__EXERCISE GOAL__. Exact repetition of the data below is required.

[Collected data]
======

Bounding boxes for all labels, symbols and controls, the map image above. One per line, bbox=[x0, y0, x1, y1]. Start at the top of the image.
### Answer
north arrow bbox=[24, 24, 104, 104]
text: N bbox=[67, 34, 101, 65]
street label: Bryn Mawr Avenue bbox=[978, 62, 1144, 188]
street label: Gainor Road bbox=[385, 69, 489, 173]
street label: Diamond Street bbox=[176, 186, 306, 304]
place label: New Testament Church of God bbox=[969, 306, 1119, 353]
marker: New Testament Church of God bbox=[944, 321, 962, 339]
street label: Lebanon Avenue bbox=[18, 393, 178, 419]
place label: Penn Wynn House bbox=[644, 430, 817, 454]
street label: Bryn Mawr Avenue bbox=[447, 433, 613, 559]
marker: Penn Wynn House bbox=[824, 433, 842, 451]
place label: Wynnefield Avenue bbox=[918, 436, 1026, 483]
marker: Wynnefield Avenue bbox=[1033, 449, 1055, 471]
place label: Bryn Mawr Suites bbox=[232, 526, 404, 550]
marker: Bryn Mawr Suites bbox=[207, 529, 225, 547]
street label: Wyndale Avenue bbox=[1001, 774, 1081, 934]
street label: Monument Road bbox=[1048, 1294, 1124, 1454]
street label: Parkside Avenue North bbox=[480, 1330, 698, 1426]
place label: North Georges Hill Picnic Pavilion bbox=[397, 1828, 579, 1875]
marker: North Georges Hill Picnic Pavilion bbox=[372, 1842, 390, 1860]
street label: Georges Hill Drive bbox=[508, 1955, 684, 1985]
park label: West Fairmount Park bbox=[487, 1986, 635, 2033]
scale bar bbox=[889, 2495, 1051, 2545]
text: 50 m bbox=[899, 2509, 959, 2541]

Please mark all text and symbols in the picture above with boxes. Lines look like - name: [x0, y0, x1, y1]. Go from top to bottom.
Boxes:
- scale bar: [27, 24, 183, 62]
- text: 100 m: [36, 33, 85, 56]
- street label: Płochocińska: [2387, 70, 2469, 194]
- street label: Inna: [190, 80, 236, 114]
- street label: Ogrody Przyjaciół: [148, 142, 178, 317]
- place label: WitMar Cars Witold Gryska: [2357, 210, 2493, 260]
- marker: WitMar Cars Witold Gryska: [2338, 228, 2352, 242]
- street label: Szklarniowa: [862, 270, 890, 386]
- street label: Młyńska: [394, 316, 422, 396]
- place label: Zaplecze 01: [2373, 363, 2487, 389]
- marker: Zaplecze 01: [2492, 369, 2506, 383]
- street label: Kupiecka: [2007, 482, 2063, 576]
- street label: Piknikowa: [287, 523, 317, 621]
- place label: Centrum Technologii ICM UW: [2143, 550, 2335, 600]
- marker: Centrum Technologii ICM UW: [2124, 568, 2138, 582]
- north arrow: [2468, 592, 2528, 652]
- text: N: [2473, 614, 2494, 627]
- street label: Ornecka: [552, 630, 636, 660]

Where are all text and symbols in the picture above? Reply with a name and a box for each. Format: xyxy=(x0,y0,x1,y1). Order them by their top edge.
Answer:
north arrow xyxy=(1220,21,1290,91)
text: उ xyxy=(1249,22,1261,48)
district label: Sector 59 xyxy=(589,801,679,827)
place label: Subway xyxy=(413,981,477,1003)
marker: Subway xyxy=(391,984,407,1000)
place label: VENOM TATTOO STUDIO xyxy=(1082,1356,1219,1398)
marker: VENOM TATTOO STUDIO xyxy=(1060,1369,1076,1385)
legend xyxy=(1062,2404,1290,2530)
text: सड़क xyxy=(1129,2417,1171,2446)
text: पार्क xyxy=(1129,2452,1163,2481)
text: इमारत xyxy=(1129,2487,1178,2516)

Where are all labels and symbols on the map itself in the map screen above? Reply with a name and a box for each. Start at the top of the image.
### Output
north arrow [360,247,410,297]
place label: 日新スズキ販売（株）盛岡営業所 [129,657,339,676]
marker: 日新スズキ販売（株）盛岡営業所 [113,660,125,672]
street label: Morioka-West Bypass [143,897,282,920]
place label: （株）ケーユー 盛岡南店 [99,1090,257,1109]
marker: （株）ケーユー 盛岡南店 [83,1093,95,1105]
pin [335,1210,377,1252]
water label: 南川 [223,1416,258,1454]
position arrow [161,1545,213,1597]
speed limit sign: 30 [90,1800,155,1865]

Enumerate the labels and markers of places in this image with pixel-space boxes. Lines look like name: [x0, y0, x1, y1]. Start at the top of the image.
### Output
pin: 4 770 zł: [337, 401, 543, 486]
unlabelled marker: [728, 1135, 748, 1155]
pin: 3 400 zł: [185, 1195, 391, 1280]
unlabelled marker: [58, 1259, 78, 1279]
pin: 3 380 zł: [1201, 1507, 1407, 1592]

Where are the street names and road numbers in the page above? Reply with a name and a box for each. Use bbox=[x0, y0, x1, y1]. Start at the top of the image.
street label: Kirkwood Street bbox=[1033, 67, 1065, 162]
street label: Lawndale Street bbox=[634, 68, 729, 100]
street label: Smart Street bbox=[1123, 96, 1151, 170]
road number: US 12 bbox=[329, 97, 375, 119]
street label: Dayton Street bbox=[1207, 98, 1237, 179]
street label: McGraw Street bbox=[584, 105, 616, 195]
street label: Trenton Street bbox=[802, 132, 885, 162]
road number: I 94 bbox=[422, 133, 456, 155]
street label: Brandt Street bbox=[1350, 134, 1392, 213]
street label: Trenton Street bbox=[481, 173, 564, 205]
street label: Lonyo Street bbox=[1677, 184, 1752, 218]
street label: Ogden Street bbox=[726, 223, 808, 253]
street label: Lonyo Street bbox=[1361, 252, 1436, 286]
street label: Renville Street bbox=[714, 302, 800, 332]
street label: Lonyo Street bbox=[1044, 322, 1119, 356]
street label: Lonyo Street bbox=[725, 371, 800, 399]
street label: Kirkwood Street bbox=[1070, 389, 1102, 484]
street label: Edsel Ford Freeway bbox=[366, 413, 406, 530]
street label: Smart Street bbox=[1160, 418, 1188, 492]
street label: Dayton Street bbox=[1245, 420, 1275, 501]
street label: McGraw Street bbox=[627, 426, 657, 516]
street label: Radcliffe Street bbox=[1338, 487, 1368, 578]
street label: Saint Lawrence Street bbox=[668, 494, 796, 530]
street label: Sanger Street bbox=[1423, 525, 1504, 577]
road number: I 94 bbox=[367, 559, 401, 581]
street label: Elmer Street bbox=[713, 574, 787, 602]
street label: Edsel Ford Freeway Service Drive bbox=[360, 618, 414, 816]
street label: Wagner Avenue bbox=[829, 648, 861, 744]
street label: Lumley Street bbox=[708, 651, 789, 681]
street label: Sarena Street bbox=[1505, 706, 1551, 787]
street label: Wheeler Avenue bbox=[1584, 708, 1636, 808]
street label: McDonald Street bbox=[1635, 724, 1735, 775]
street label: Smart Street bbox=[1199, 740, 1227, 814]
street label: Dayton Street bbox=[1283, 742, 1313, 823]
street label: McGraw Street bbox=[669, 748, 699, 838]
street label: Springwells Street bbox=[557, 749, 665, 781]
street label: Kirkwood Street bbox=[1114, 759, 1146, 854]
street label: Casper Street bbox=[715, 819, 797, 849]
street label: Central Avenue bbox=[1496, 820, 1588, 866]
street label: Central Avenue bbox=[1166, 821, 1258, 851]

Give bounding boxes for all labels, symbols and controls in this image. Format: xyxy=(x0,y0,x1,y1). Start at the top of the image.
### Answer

======

__WRITTEN RESPONSE__.
Bounding boxes for all labels, symbols and controls, the map image above. One per line, bbox=[x0, y0, x1, y1]. Start at the top of the image.
### Answer
north arrow bbox=[24, 24, 104, 104]
text: N bbox=[67, 34, 101, 65]
street label: Bryn Mawr Avenue bbox=[978, 62, 1144, 188]
street label: Gainor Road bbox=[385, 69, 489, 173]
street label: Diamond Street bbox=[176, 186, 306, 304]
place label: New Testament Church of God bbox=[969, 306, 1119, 353]
marker: New Testament Church of God bbox=[944, 321, 962, 339]
street label: Lebanon Avenue bbox=[18, 393, 178, 419]
place label: Penn Wynn House bbox=[644, 430, 817, 454]
street label: Bryn Mawr Avenue bbox=[447, 433, 613, 559]
marker: Penn Wynn House bbox=[824, 433, 842, 451]
place label: Wynnefield Avenue bbox=[918, 436, 1026, 483]
marker: Wynnefield Avenue bbox=[1033, 449, 1055, 471]
place label: Bryn Mawr Suites bbox=[232, 526, 404, 550]
marker: Bryn Mawr Suites bbox=[207, 529, 225, 547]
street label: Wyndale Avenue bbox=[1001, 774, 1081, 934]
street label: Monument Road bbox=[1048, 1294, 1124, 1454]
street label: Parkside Avenue North bbox=[480, 1330, 698, 1426]
place label: North Georges Hill Picnic Pavilion bbox=[397, 1828, 579, 1875]
marker: North Georges Hill Picnic Pavilion bbox=[372, 1842, 390, 1860]
street label: Georges Hill Drive bbox=[508, 1955, 684, 1985]
park label: West Fairmount Park bbox=[487, 1986, 635, 2033]
scale bar bbox=[889, 2495, 1051, 2545]
text: 50 m bbox=[899, 2509, 959, 2541]

Please mark all text and symbols in the picture above with boxes. Lines look like - name: [x0, y0, x1, y1]. Go from top to bottom.
Boxes:
- scale bar: [27, 24, 183, 62]
- text: 100 m: [36, 33, 85, 56]
- street label: Płochocińska: [2387, 70, 2469, 194]
- street label: Inna: [190, 80, 236, 114]
- street label: Ogrody Przyjaciół: [148, 142, 178, 317]
- place label: WitMar Cars Witold Gryska: [2357, 210, 2493, 260]
- marker: WitMar Cars Witold Gryska: [2338, 228, 2352, 242]
- street label: Szklarniowa: [862, 270, 890, 386]
- street label: Młyńska: [394, 316, 422, 396]
- place label: Zaplecze 01: [2373, 363, 2487, 389]
- marker: Zaplecze 01: [2492, 369, 2506, 383]
- street label: Kupiecka: [2007, 482, 2063, 576]
- street label: Piknikowa: [287, 523, 317, 621]
- place label: Centrum Technologii ICM UW: [2143, 550, 2335, 600]
- marker: Centrum Technologii ICM UW: [2124, 568, 2138, 582]
- north arrow: [2468, 592, 2528, 652]
- text: N: [2473, 614, 2494, 627]
- street label: Ornecka: [552, 630, 636, 660]

Where are all text and symbols in the picture above? Reply with a name and a box for each. Format: xyxy=(x0,y0,x1,y1). Order them by their top edge.
Answer:
north arrow xyxy=(1220,21,1290,91)
text: उ xyxy=(1249,22,1261,48)
district label: Sector 59 xyxy=(589,801,679,827)
place label: Subway xyxy=(413,981,477,1003)
marker: Subway xyxy=(391,984,407,1000)
place label: VENOM TATTOO STUDIO xyxy=(1082,1356,1219,1398)
marker: VENOM TATTOO STUDIO xyxy=(1060,1369,1076,1385)
legend xyxy=(1062,2404,1290,2530)
text: सड़क xyxy=(1129,2417,1171,2446)
text: पार्क xyxy=(1129,2452,1163,2481)
text: इमारत xyxy=(1129,2487,1178,2516)

Where are all labels and symbols on the map itself in the map screen above? Reply with a name and a box for each. Start at the top of the image.
### Output
north arrow [360,247,410,297]
place label: 日新スズキ販売（株）盛岡営業所 [129,657,339,676]
marker: 日新スズキ販売（株）盛岡営業所 [113,660,125,672]
street label: Morioka-West Bypass [143,897,282,920]
place label: （株）ケーユー 盛岡南店 [99,1090,257,1109]
marker: （株）ケーユー 盛岡南店 [83,1093,95,1105]
pin [335,1210,377,1252]
water label: 南川 [223,1416,258,1454]
position arrow [161,1545,213,1597]
speed limit sign: 30 [90,1800,155,1865]

Enumerate the labels and markers of places in this image with pixel-space boxes. Lines look like name: [x0, y0, x1, y1]. Start at the top of the image.
### Output
pin: 4 770 zł: [337, 401, 543, 486]
unlabelled marker: [728, 1135, 748, 1155]
pin: 3 400 zł: [185, 1195, 391, 1280]
unlabelled marker: [58, 1259, 78, 1279]
pin: 3 380 zł: [1201, 1507, 1407, 1592]

Where are the street names and road numbers in the page above? Reply with a name and a box for each. Use bbox=[x0, y0, x1, y1]. Start at the top of the image.
street label: Kirkwood Street bbox=[1033, 67, 1065, 162]
street label: Lawndale Street bbox=[634, 68, 729, 100]
street label: Smart Street bbox=[1123, 96, 1151, 170]
road number: US 12 bbox=[329, 97, 375, 119]
street label: Dayton Street bbox=[1207, 98, 1237, 179]
street label: McGraw Street bbox=[584, 105, 616, 195]
street label: Trenton Street bbox=[802, 132, 885, 162]
road number: I 94 bbox=[422, 133, 456, 155]
street label: Brandt Street bbox=[1350, 134, 1392, 213]
street label: Trenton Street bbox=[481, 173, 564, 205]
street label: Lonyo Street bbox=[1677, 184, 1752, 218]
street label: Ogden Street bbox=[726, 223, 808, 253]
street label: Lonyo Street bbox=[1361, 252, 1436, 286]
street label: Renville Street bbox=[714, 302, 800, 332]
street label: Lonyo Street bbox=[1044, 322, 1119, 356]
street label: Lonyo Street bbox=[725, 371, 800, 399]
street label: Kirkwood Street bbox=[1070, 389, 1102, 484]
street label: Edsel Ford Freeway bbox=[366, 413, 406, 530]
street label: Smart Street bbox=[1160, 418, 1188, 492]
street label: Dayton Street bbox=[1245, 420, 1275, 501]
street label: McGraw Street bbox=[627, 426, 657, 516]
street label: Radcliffe Street bbox=[1338, 487, 1368, 578]
street label: Saint Lawrence Street bbox=[668, 494, 796, 530]
street label: Sanger Street bbox=[1423, 525, 1504, 577]
road number: I 94 bbox=[367, 559, 401, 581]
street label: Elmer Street bbox=[713, 574, 787, 602]
street label: Edsel Ford Freeway Service Drive bbox=[360, 618, 414, 816]
street label: Wagner Avenue bbox=[829, 648, 861, 744]
street label: Lumley Street bbox=[708, 651, 789, 681]
street label: Sarena Street bbox=[1505, 706, 1551, 787]
street label: Wheeler Avenue bbox=[1584, 708, 1636, 808]
street label: McDonald Street bbox=[1635, 724, 1735, 775]
street label: Smart Street bbox=[1199, 740, 1227, 814]
street label: Dayton Street bbox=[1283, 742, 1313, 823]
street label: McGraw Street bbox=[669, 748, 699, 838]
street label: Springwells Street bbox=[557, 749, 665, 781]
street label: Kirkwood Street bbox=[1114, 759, 1146, 854]
street label: Casper Street bbox=[715, 819, 797, 849]
street label: Central Avenue bbox=[1496, 820, 1588, 866]
street label: Central Avenue bbox=[1166, 821, 1258, 851]

Give bounding boxes for all labels, symbols and controls in this image. Format: xyxy=(x0,y0,x1,y1). Start at the top of the image.
### Answer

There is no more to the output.